Le ministère de l'environnement servirait-il les gros industriels dans leur démarche polluante? Il semble que le dossier du gaz de schiste ne soit pas enterré. 

Une enquête publique concernant la délivrance de permis a été lancée le 19 janvier sur le site du ministère du Développement durable. Une dizaine de sites sont concernés en Ile-de-France.

 

Suspendue il y a un an sous le feu de la polémique, l'exploration du gaz de schiste revient par la petite porte. Le maire Europe Ecologie Les Verts (EELV) de Sevran, Stéphane Gatignon, a relevé mardi le lancement, le 19 janvier dernier et "dans la plus grande discrétion", d'une "enquête publique concernant la délivrance de permis exclusifs de recherches d'hydrocarbures ayant recours au gaz de schiste".
 
 
Les documents ont été mis en ligne sur le site du ministère de l'Ecologie, "pour une durée de trente jours", soit jusqu'à la fin de la semaine. Selon le ministère, "cette mise à disposition du public se rajoute au processus existant auparavant".
Quatorze dossiers arrivés "au terme de leur instruction" sont ainsi présentés au public.
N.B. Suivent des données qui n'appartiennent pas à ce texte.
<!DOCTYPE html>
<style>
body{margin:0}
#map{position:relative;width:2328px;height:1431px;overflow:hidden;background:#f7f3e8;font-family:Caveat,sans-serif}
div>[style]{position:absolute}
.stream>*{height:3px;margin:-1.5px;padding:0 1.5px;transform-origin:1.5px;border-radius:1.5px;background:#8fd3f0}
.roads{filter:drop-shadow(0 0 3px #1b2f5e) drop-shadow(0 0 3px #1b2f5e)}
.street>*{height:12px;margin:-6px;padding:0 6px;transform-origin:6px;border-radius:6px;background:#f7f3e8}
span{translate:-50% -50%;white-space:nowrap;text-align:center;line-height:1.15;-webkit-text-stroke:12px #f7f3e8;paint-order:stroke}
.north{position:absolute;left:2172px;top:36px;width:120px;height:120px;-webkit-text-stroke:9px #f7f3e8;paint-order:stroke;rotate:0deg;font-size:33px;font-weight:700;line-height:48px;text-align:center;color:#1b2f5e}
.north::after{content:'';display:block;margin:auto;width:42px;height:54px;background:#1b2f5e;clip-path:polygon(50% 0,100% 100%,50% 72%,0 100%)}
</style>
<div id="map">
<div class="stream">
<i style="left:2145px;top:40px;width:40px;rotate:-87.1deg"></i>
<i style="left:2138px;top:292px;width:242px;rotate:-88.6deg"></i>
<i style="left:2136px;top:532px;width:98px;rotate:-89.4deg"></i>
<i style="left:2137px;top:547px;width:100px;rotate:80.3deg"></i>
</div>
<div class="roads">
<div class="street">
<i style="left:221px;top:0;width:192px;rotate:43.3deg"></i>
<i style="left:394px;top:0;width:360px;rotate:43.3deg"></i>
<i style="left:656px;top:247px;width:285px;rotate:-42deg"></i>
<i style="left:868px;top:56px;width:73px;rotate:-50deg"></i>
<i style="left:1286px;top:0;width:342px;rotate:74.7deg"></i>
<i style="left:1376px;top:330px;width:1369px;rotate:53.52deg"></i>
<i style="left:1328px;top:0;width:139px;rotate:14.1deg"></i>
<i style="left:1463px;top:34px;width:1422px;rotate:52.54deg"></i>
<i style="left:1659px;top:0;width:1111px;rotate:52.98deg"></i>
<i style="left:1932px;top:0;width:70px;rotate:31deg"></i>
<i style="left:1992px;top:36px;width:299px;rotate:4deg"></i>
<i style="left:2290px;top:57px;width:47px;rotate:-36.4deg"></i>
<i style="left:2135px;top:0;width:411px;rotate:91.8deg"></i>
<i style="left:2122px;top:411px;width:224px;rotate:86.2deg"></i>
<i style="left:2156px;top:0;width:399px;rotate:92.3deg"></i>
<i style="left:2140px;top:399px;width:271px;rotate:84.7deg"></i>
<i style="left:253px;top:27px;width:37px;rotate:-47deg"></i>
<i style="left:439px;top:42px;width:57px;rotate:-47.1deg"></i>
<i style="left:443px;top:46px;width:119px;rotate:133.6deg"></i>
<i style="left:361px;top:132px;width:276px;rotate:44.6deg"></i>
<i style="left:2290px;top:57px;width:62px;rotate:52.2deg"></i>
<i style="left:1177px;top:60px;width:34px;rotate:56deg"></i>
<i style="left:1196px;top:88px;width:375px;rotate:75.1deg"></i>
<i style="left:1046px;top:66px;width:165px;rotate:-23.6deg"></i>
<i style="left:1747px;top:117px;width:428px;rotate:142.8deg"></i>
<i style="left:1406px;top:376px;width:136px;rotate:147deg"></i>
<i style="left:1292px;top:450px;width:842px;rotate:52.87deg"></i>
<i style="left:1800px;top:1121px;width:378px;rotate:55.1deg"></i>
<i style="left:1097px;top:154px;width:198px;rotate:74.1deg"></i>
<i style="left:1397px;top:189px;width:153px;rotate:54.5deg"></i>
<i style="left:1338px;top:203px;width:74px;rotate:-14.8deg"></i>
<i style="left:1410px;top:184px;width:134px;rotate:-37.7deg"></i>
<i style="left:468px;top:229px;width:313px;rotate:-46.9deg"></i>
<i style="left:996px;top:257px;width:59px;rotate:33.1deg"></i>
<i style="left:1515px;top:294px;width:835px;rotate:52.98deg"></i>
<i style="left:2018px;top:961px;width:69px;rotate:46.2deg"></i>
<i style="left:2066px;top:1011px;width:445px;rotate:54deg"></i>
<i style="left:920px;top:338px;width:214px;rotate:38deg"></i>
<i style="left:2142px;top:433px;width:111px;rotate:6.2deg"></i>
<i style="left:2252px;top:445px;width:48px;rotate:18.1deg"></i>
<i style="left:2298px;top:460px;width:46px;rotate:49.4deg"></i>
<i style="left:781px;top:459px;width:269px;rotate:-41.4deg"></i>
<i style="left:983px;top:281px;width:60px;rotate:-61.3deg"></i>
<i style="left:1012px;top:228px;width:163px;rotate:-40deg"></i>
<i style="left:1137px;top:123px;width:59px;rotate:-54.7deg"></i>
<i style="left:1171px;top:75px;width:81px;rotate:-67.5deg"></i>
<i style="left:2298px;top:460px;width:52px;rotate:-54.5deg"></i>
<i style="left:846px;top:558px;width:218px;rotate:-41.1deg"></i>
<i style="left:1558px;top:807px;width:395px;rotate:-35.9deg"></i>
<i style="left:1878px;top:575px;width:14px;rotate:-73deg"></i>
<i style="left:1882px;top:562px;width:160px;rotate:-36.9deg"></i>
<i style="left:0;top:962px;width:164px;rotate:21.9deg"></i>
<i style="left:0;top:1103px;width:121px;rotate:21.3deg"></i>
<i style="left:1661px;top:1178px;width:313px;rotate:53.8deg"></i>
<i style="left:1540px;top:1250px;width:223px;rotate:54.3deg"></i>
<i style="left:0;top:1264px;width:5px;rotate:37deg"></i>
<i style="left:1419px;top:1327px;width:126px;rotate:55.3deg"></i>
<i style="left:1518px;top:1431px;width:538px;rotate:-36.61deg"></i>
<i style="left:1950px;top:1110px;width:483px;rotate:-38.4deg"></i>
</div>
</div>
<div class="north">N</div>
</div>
Ils concernent notamment dix autorisations pour des explorations en Ile-de-France, dont les permis de Champfolie, de Nangis et de Coulommiers, qui couvrent un vaste territoire de Seine-et-Marne.
 
Les maires n'ont pas été consultés
 
En outre, assure le maire de Sevran, le "permis de Chevry" touche "près de soixante communes des départements de Seine-et-Marne, d'Essonne, du Val-de-Marne et de Seine-Saint-Denis". "Bien entendu, précise l'élu, ni moi-même, ni aucun de mes collègues, maires de communes concernées, n'avons été préalablement consultés, pas plus que les populations."
Pour l'élu, l'exploitation d'hydrocarbures, outre les nuisances sonores, implique une pollution possible des nappes phréatiques des territoires concernés, des glissements de terrain en milieu urbain ou des "remontées bactériologiques".
En avril 2011, le gouvernement avait décidé de geler l'exploration du gaz de schiste par "fracturation hydraulique", suspectée de nuire aux sous-sols, et notamment aux nappes phréatiques.